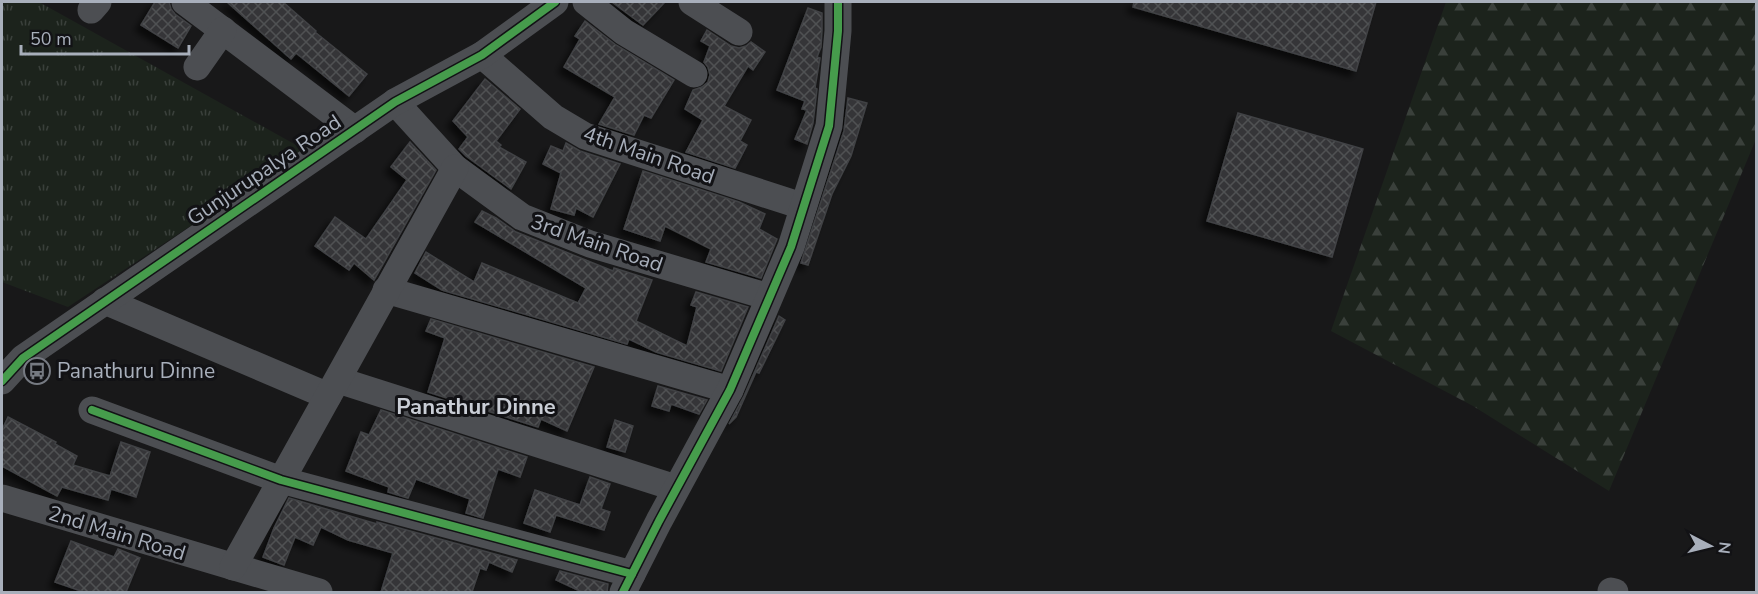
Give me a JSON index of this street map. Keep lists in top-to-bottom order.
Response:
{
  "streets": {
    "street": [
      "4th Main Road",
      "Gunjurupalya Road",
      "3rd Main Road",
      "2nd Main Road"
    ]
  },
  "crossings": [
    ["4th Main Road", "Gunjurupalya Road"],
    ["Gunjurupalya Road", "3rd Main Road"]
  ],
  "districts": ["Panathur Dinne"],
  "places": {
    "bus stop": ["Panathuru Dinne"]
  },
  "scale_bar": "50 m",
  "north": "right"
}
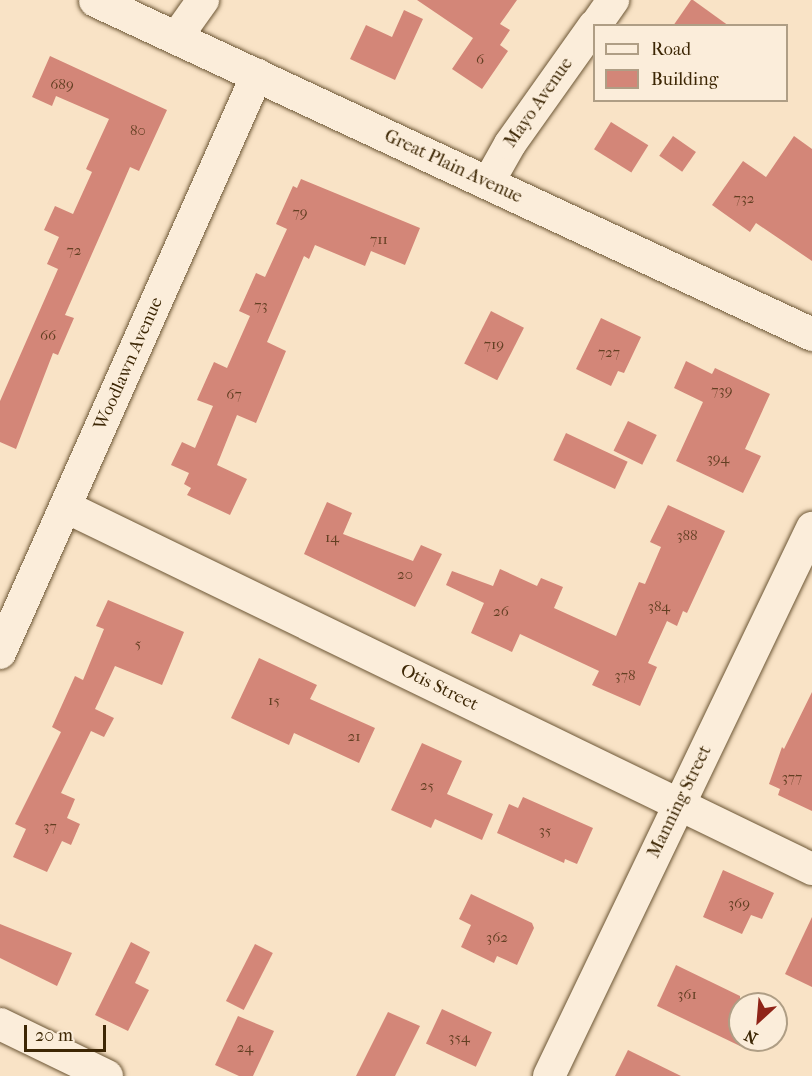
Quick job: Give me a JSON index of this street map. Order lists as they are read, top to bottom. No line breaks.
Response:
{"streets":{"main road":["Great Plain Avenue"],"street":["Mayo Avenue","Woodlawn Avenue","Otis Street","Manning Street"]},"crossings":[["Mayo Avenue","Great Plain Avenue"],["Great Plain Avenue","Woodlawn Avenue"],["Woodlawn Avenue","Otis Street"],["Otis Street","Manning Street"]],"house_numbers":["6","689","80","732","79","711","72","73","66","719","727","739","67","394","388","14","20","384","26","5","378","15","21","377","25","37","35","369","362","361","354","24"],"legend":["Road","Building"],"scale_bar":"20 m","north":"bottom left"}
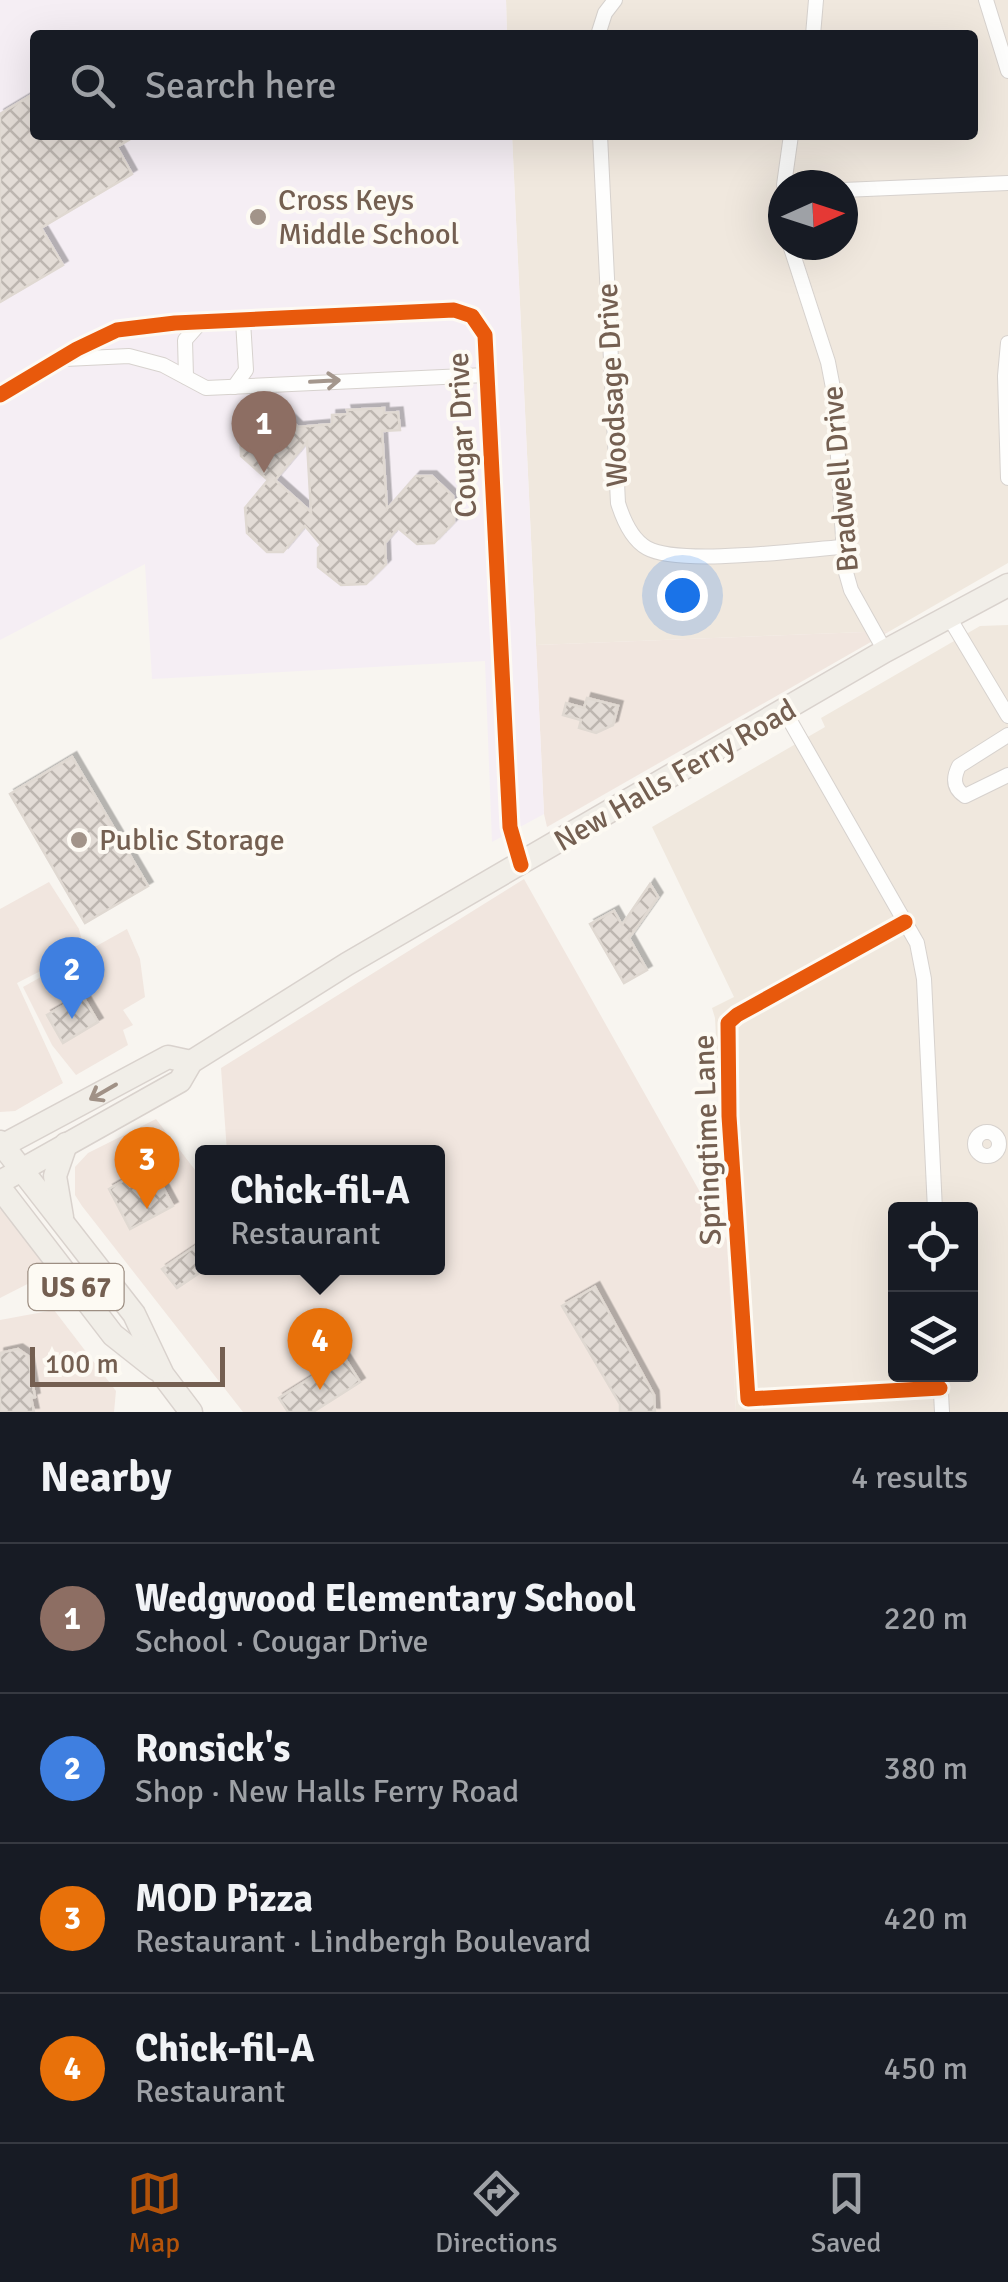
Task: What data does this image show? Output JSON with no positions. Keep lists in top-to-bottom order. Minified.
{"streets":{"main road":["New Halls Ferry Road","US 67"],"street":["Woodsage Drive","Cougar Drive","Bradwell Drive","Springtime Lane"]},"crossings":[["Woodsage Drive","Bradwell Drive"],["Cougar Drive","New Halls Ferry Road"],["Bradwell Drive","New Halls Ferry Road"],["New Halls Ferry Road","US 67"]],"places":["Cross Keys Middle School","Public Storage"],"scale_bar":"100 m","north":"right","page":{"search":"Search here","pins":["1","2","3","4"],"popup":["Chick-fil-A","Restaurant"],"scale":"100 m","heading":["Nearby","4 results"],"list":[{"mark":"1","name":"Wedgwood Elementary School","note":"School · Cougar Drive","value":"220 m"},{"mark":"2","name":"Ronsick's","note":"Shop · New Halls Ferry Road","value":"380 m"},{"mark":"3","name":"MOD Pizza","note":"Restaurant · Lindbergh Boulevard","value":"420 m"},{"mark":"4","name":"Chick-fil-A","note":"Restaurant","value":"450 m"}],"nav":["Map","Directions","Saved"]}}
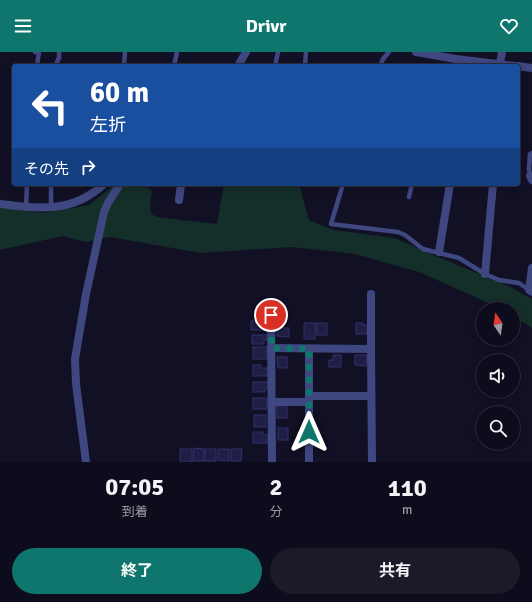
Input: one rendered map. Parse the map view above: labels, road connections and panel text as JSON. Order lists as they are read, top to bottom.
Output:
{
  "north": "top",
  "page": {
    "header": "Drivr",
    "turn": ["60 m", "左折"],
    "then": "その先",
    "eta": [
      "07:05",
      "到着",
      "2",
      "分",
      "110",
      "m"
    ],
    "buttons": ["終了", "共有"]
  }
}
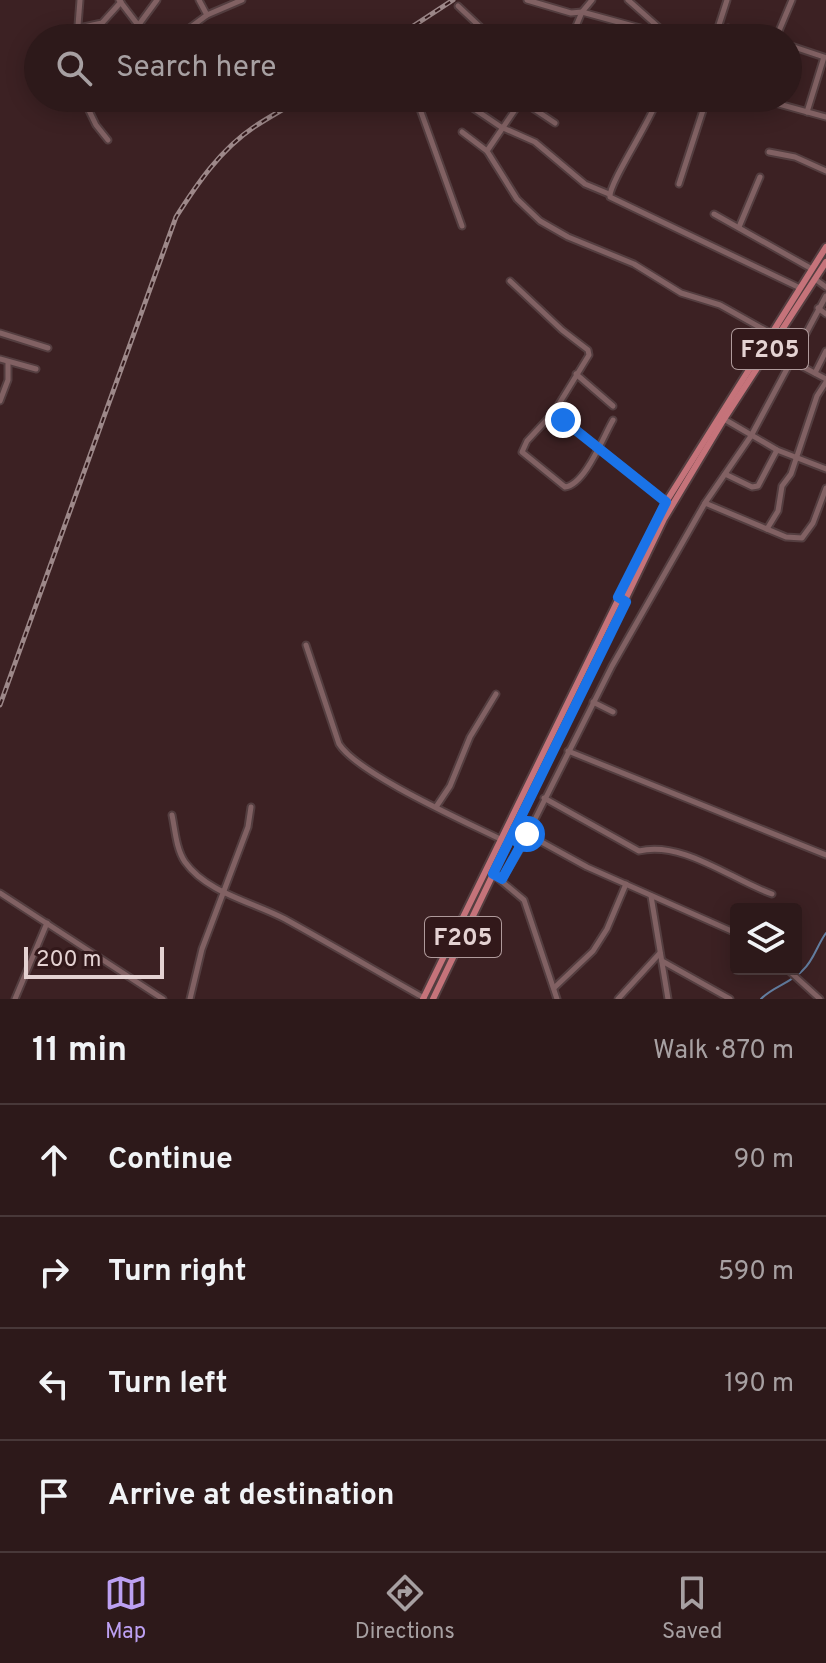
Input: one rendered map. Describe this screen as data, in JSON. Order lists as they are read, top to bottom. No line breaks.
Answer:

◆ ◆ ◆ ◆ ◆ ◆ ◆

Checking each line above, count the ones that hold the word "they" and state the total alone.

3